Military veterans complain they have been sidelined

President Cyril Ramaphosa in dialogue with women across the country on pertinent issues that affect women and their role and contribution to the economy, 29 October 2019, in Johannesburg. Picture: Nigel Sibanda

The group wants to march to get Ramaphosa’s attention in their fight to access military pensions.

A group of liberation movements’ former combatants’ failed attempts to secure a meeting with President Cyril Ramaphosa to raise their plight has soured relations with the country’s highest office.

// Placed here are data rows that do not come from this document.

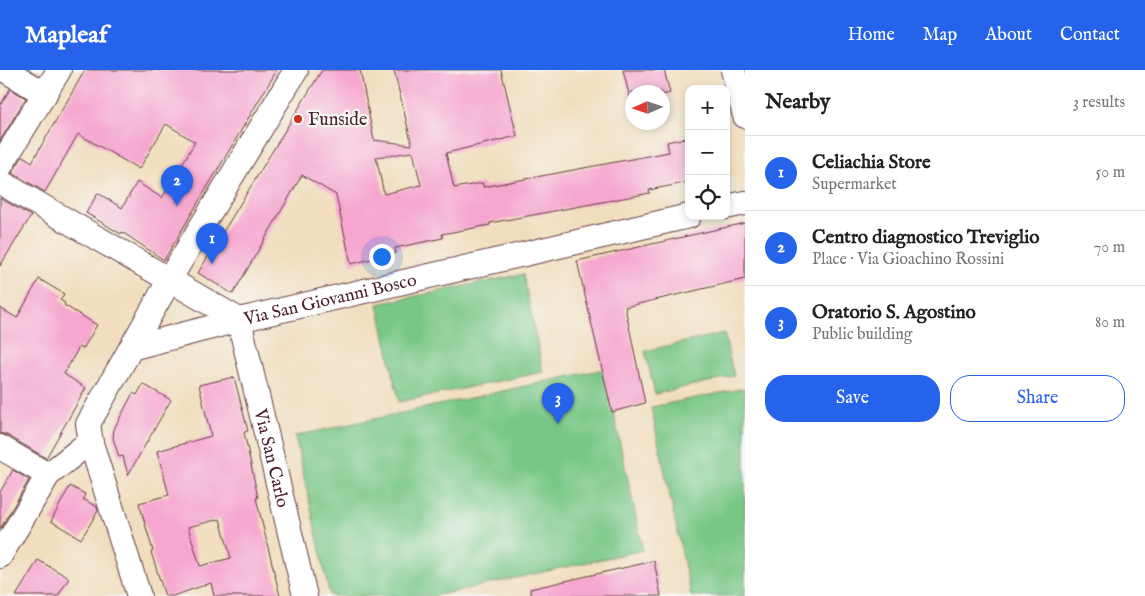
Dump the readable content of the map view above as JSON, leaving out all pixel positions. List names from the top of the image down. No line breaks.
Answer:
{"streets":{"street":["Via San Giovanni Bosco","Via San Carlo"]},"crossings":[["Via San Giovanni Bosco","Via San Carlo"]],"places":["Funside"],"north":"left","page":{"header":"Mapleaf","nav":["Home","Map","About","Contact"],"heading":["Nearby","3 results"],"map_buttons":["+","−"],"list":[{"mark":"1","name":"Celiachia Store","note":"Supermarket","value":"50 m"},{"mark":"2","name":"Centro diagnostico Treviglio","note":"Place · Via Gioachino Rossini","value":"70 m"},{"mark":"3","name":"Oratorio S. Agostino","note":"Public building","value":"80 m"}],"pins":["2","1","3"],"buttons":["Save","Share"]}}
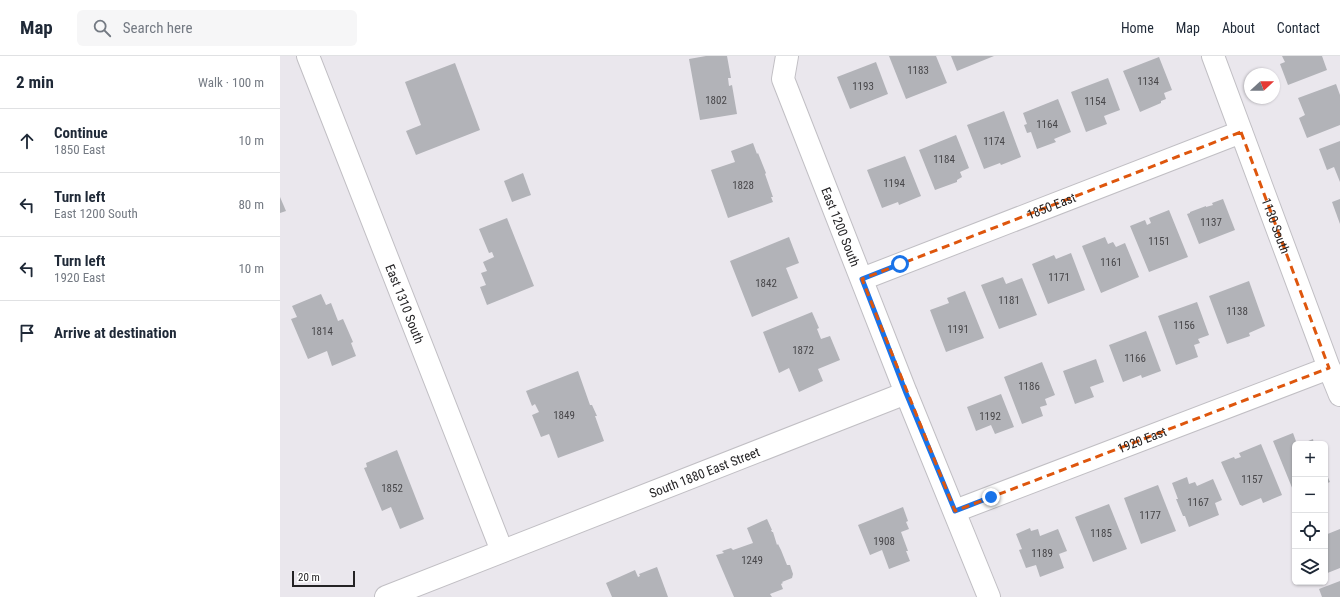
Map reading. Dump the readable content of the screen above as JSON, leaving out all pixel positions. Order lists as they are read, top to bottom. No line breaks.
{"streets":{"street":["1850 East","1130 South","East 1200 South","East 1310 South","1920 East","South 1880 East Street"]},"crossings":[["1850 East","1130 South"],["1850 East","East 1200 South"],["1130 South","1920 East"],["East 1200 South","1920 East"],["East 1200 South","South 1880 East Street"],["East 1310 South","South 1880 East Street"]],"house_numbers":["1183","1134","1193","1802","1154","1164","1174","1184","1194","1828","1137","1151","1161","1171","1842","1181","1138","1156","1191","1814","1872","1166","1186","1849","1192","1157","1852","1167","1177","1185","1908","1189","1249"],"scale_bar":"20 m","north":"right","page":{"header":"Map","search":"Search here","nav":["Home","Map","About","Contact"],"heading":["2 min","Walk · 100 m"],"list":[["Continue","1850 East","10 m"],["Turn left","East 1200 South","80 m"],["Turn left","1920 East","10 m"],"Arrive at destination"],"map_buttons":["+","−"],"scale":"20 m"}}
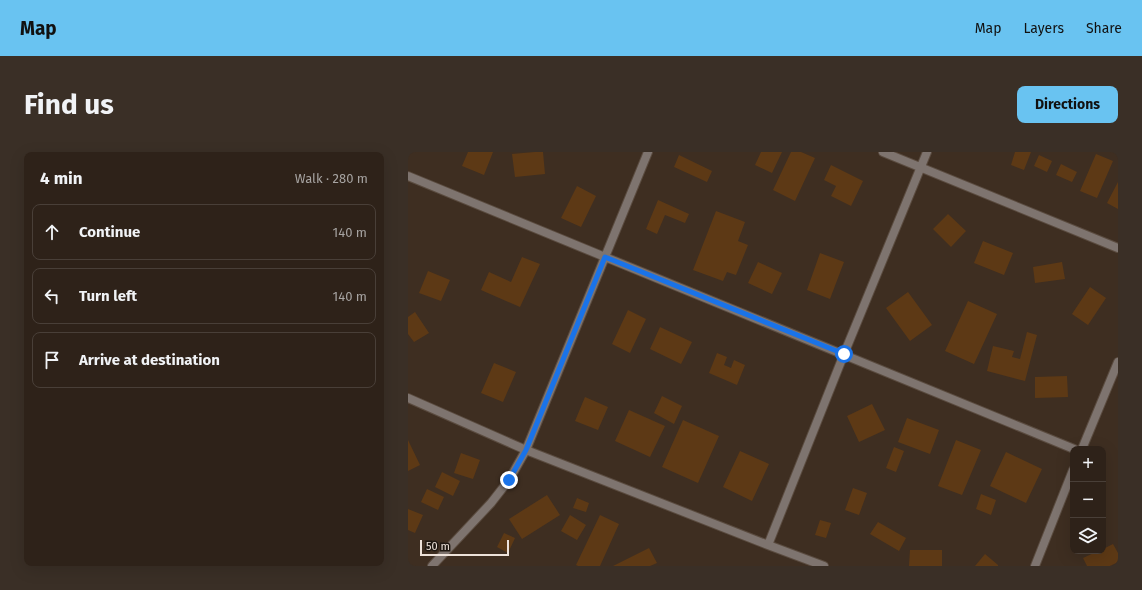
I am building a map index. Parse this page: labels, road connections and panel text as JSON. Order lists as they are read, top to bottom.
{
  "scale_bar": "50 m",
  "page": {
    "header": "Map",
    "nav": ["Map", "Layers", "Share"],
    "buttons": "Directions",
    "title": "Find us",
    "heading": ["4 min", "Walk · 280 m"],
    "list": [
      ["Continue", "140 m"],
      ["Turn left", "140 m"],
      "Arrive at destination"
    ],
    "map_buttons": ["+", "−"],
    "scale": "50 m"
  }
}
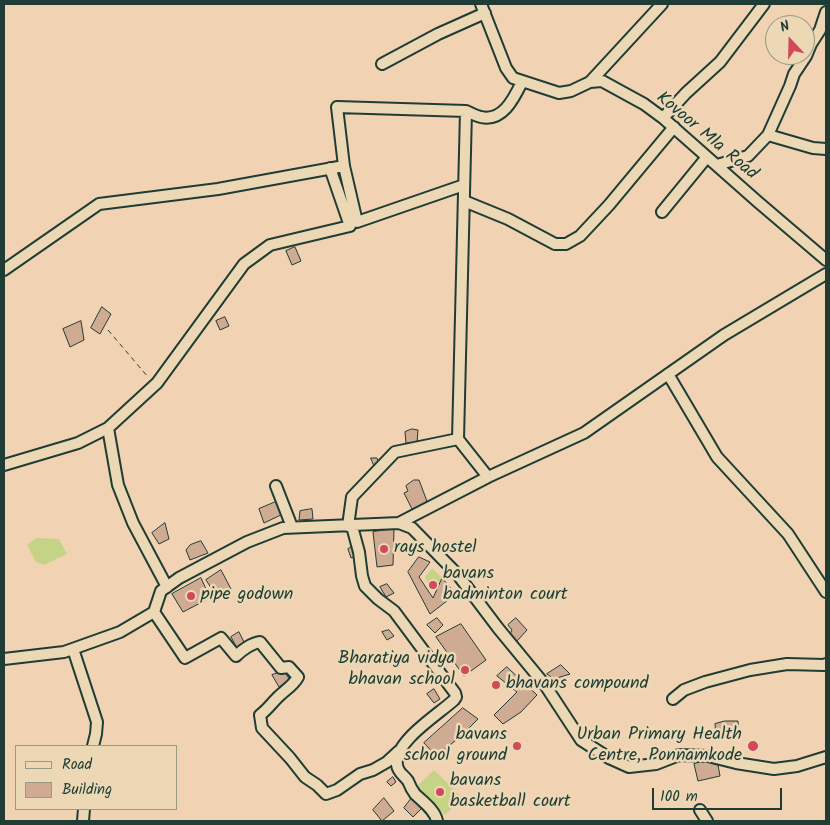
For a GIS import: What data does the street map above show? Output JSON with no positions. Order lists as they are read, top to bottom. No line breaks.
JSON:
{"streets":{"street":["Kovoor Mla Road"]},"places":["rays hostel","bavans badminton court","pipe godown","Bharatiya vidya bhavan school","bhavans compound","bavans school ground","Urban Primary Health Centre, Ponnamkode","bavans basketball court"],"legend":["Road","Building"],"scale_bar":"100 m","north":"top"}
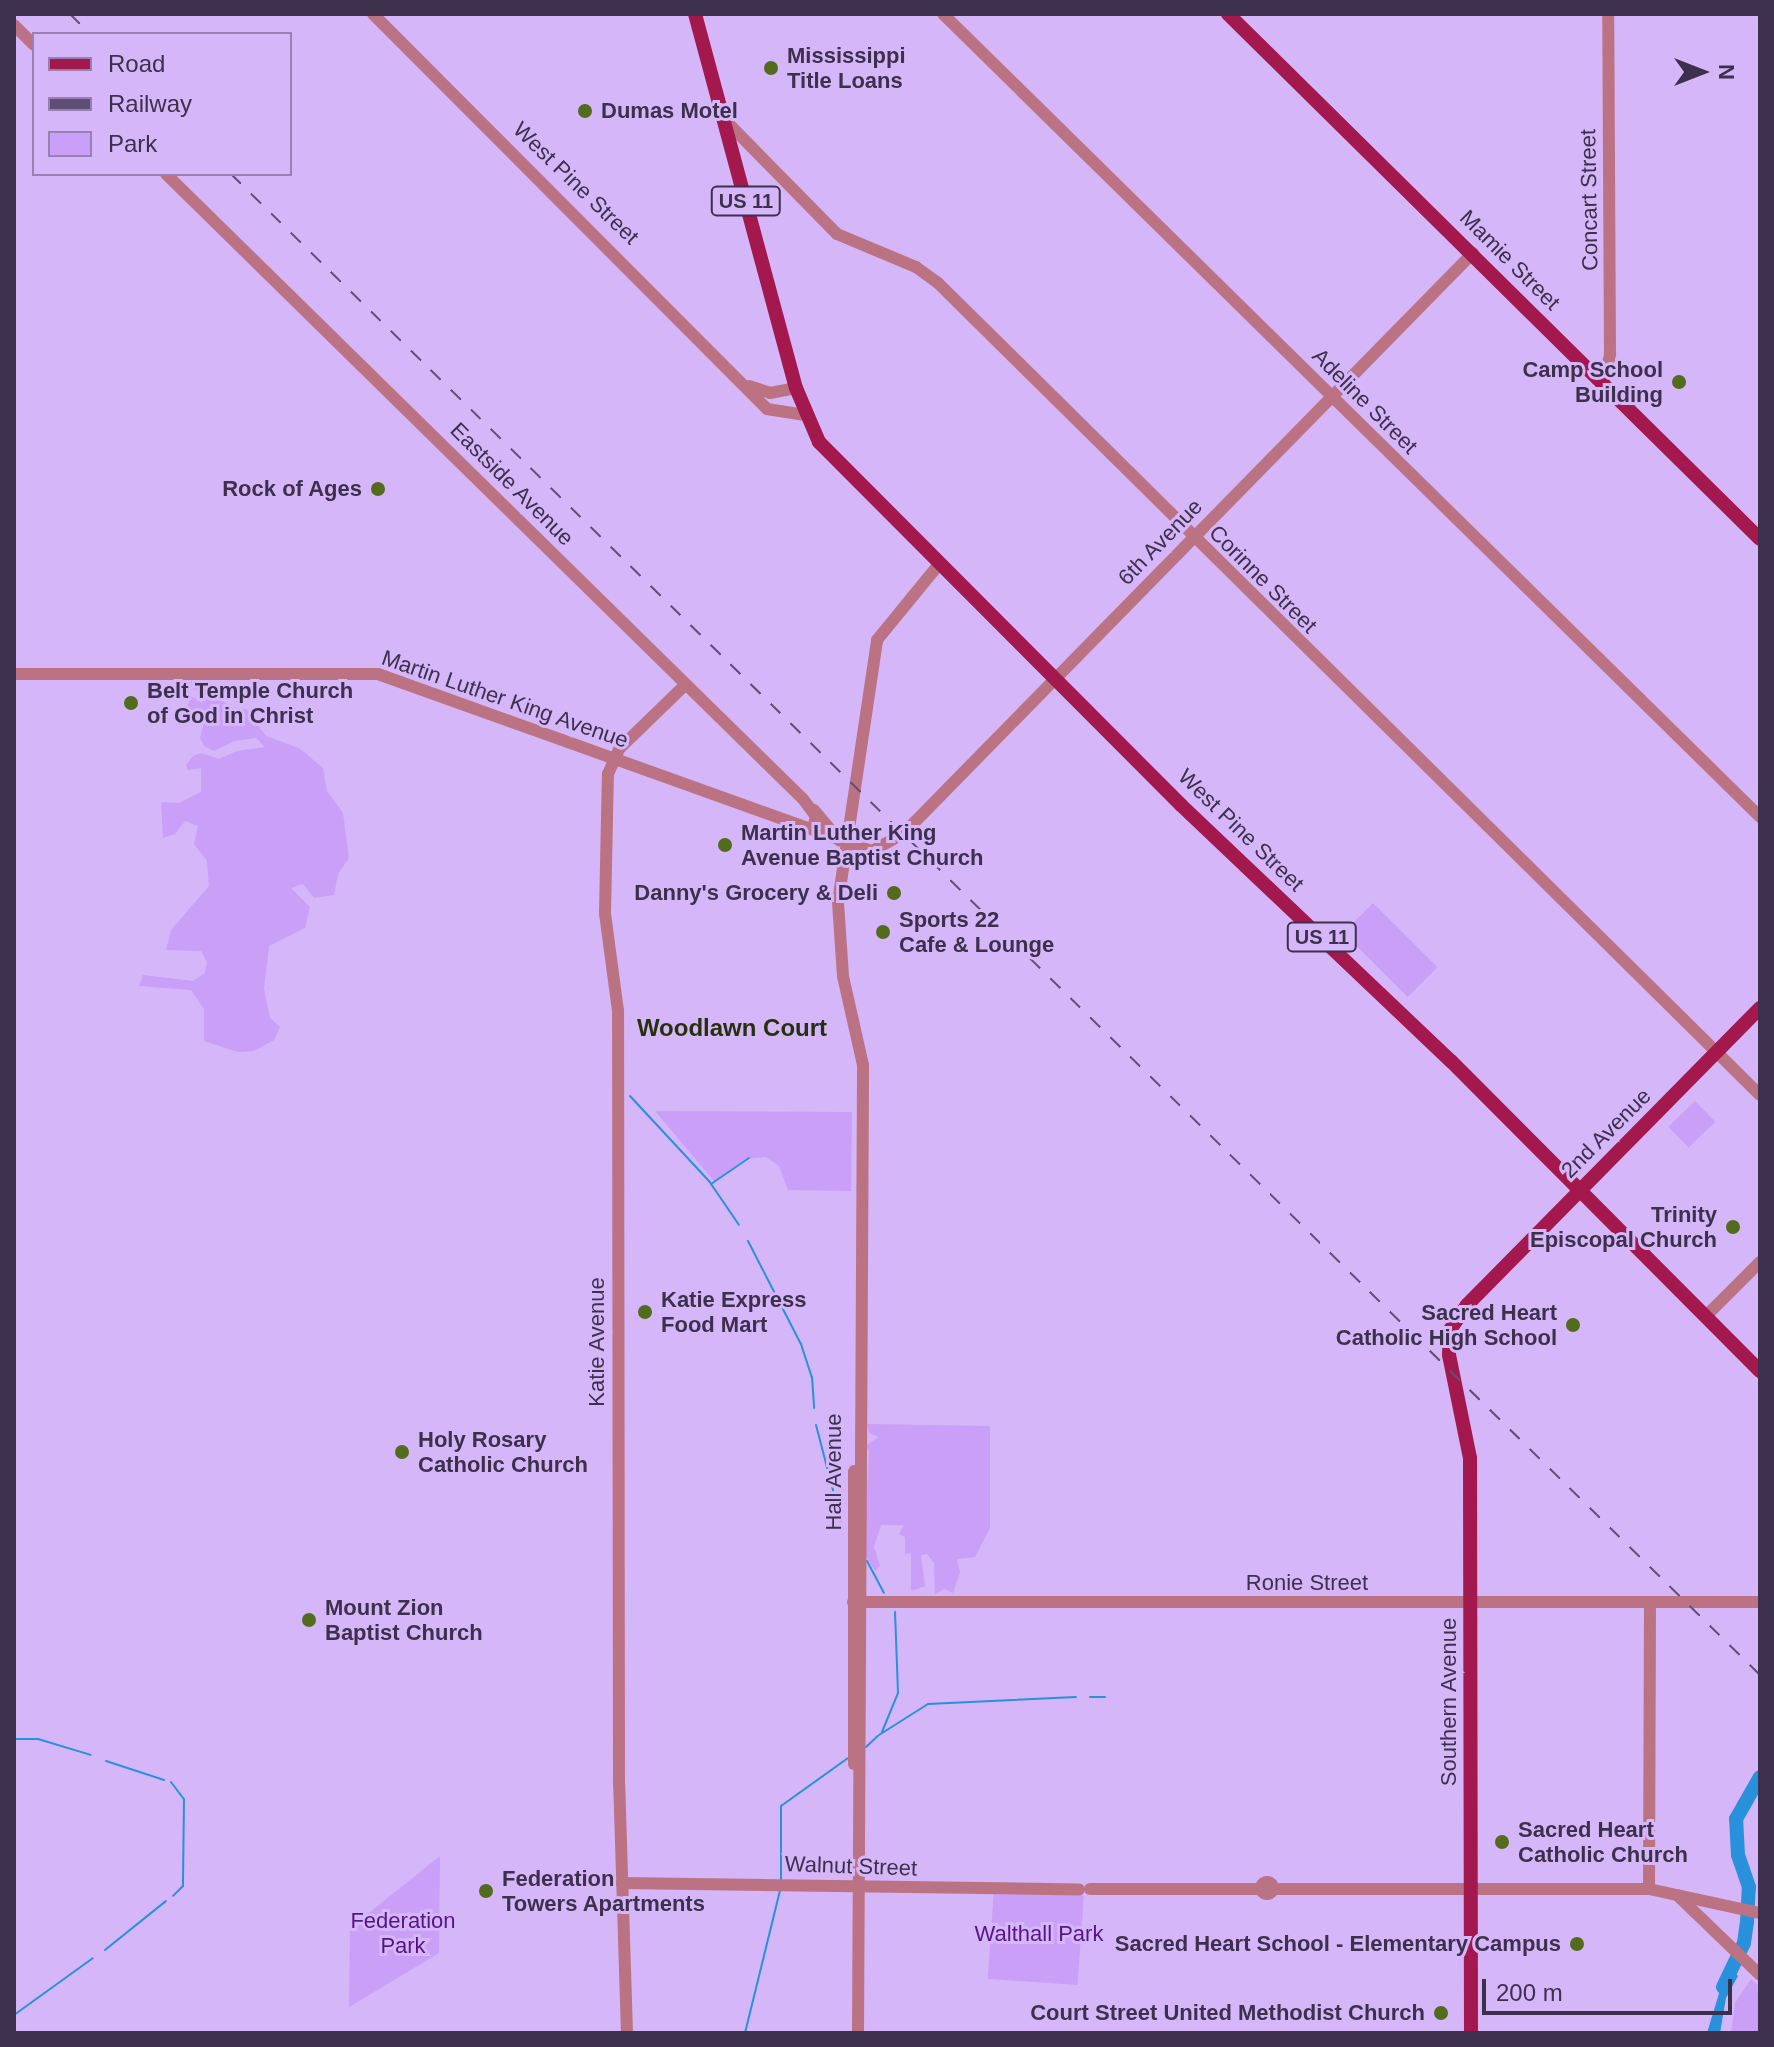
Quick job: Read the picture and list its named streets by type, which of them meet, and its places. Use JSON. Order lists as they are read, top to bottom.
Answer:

The Tshwane metro refused to grant the group permission, in a letter on November 15, to march to the Union Buildings to hand over a memorandum.

According to Concerned Military Veterans (CMV) spokesperson Mangaliso Petse, the group comprised former members of Umkhonto weSizwe, the Azanian Peoples’ Liberation Army and Azanian National Liberation Army who want to stage a march in the hope of being “heard by the president”.

Poverty-stricken and claiming to be “on the fringes and marginalised” by the post-democracy ANC-led government, Petse said yesterday that although they had sent letters to Ramaphosa, no government official had assisted them to access military pensions, housing, vocational training or support for the exhumation of fellow cadres who had died in exile.

“Despite having made sacrifices by contributing to the liberation of this country, we now often have to go begging to the Gift of the Givers and to Sassa (South African Social Security Agency) for food parcels.

“We are not being treated in the manner a government should treat its military veterans,” said Petse.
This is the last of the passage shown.